Thread: Request for download stats on release

Request for download stats on release

From
Josh Berkus
Date:
Folks,

Is there a way we can get word to all the mirrors, asking them to compile
download counts for the week after 8.0 final release?  I'd really like to
have some stats to give reporters, and we had trouble collecting these last
time, so I'm asking way in advance this time.

--
-Josh Berkus
 "A developer of Very Little Brain"
 Aglio Database Solutions
 San Francisco


Re: Request for download stats on release

From
"Dave Page"
Date:

> -----Original Message-----
> From: pgsql-www-owner@postgresql.org
> [mailto:pgsql-www-owner@postgresql.org] On Behalf Of Josh Berkus
> Sent: 10 August 2004 19:05
> To: PostgreSQL www
> Subject: [pgsql-www] Request for download stats on release
>
> Folks,
>
> Is there a way we can get word to all the mirrors, asking
> them to compile download counts for the week after 8.0 final
> release?  I'd really like to have some stats to give
> reporters, and we had trouble collecting these last time, so
> I'm asking way in advance this time.

Hi Josh,

Last time round we did tell them that this wasn't going to become a
regular request. We can certainly email them, however bear in mind that
it tends to be the smaller mirrors that help, so the stats are not going
to be that accurate.

Regards, Dave

Re: Request for download stats on release

From
"Dave Page"
Date:

> -----Original Message-----
> From: Josh Berkus [mailto:josh@agliodbs.com]
> Sent: 11 August 2004 17:07
> To: Dave Page; PostgreSQL www
> Subject: Re: [pgsql-www] Request for download stats on release
>
> Dave,
>
> > Last time round we did tell them that this wasn't going to become a
> > regular request.
>
> Yes, but last time round we also didn't get the figures; many
> mirrors never responded, and others did for the week *after*
> release week.
>
> > We can certainly email them, however bear in mind that it
> tends to be
> > the smaller mirrors that help, so the stats are not going
> to be that
> > accurate.
>
> Oh.  Then there isn't any way to get a reasonably accurate
> download count?

Not that I know of.

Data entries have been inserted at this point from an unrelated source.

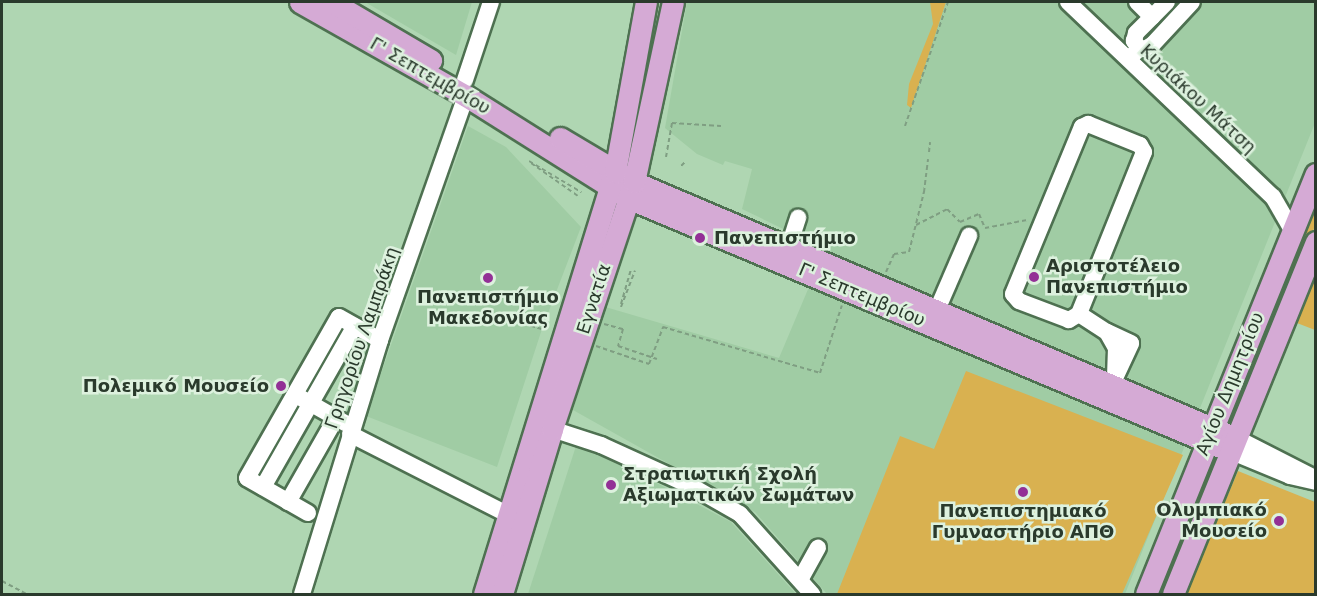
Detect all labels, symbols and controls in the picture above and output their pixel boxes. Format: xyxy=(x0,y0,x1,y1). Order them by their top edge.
street label: Γ' Σεπτεμβρίου xyxy=(366,33,494,119)
street label: Κυριάκου Μάτση xyxy=(1136,40,1260,158)
place label: Πανεπιστήμιο xyxy=(714,227,856,249)
marker: Πανεπιστήμιο xyxy=(691,229,709,247)
street label: Γρηγορίου Λαμπράκη xyxy=(321,244,403,432)
place label: Αριστοτέλειο Πανεπιστήμιο xyxy=(1046,256,1188,298)
street label: Γ' Σεπτεμβρίου xyxy=(796,259,928,331)
street label: Εγνατία xyxy=(572,261,616,337)
marker: Αριστοτέλειο Πανεπιστήμιο xyxy=(1027,270,1041,284)
marker: Πανεπιστήμιο Μακεδονίας xyxy=(481,271,495,285)
place label: Πανεπιστήμιο Μακεδονίας xyxy=(417,287,559,330)
street label: Αγίου Δημητρίου xyxy=(1191,309,1269,459)
place label: Πολεμικό Μουσείο xyxy=(83,375,269,397)
marker: Πολεμικό Μουσείο xyxy=(274,379,288,393)
place label: Στρατιωτική Σχολή Αξιωματικών Σωμάτων xyxy=(623,464,854,506)
marker: Στρατιωτική Σχολή Αξιωματικών Σωμάτων xyxy=(604,478,618,492)
marker: Πανεπιστημιακό Γυμναστήριο ΑΠΘ xyxy=(1016,485,1030,499)
place label: Ολυμπιακό Μουσείο xyxy=(1156,500,1267,542)
place label: Πανεπιστημιακό Γυμναστήριο ΑΠΘ xyxy=(932,501,1114,544)
marker: Ολυμπιακό Μουσείο xyxy=(1272,514,1286,528)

The larger sites (the likes of sunsite,
mirror.ac.uk, heanet.ie etc.) are unlikely to start grepping their ftp
logs for us. The smaller ones, run by community members are far more
likely to, but then how representative are their stats?

I think the only way you'll get anything more than 'it's at least x' is
by hiding the downloads behind a php script that logs each download, no
matter which mirror it's from - and even then you'll still miss those
users that use ftp the 'proper way'.

Regards, Dave.

Re: Request for download stats on release

From
Josh Berkus
Date:
Dave,

> Last time round we did tell them that this wasn't going to become a
> regular request.

Yes, but last time round we also didn't get the figures; many mirrors never
responded, and others did for the week *after* release week.

> We can certainly email them, however bear in mind that
> it tends to be the smaller mirrors that help, so the stats are not going
> to be that accurate.

Oh.  Then there isn't any way to get a reasonably accurate download count?

--
Josh Berkus
Aglio Database Solutions
San Francisco

Re: Request for download stats on release

From
Peter Eisentraut
Date:
Am Mittwoch, 11. August 2004 18:06 schrieb Josh Berkus:
> Oh.  Then there isn't any way to get a reasonably accurate download count?

These download counts would be completely random anyway.  Most people get
their dose of PostgreSQL via an OS distributor.  (Just look how often someone
asks a question about PostgreSQL 7.2.1; these are the people stuck on Debian
"stable".)  And even they are unable to count the downloads, because they
have mirrors, and people mirror the mirrors, and put mirrors on their
laptops.

Additionally, PostgreSQL is in or near the default installation in many
distributions, so even if you knew the install count, you don't know anything
about who actually uses it.

If you want some amusing (nonabsolute) usage statistics, I recommend
<http://popcon.debian.org/>.

--
Peter Eisentraut
http://developer.postgresql.org/~petere/

Re: Request for download stats on release

From
Tom Lane
Date:
Peter Eisentraut <peter_e@gmx.net> writes:
> These download counts would be completely random anyway.  Most people get
> their dose of PostgreSQL via an OS distributor.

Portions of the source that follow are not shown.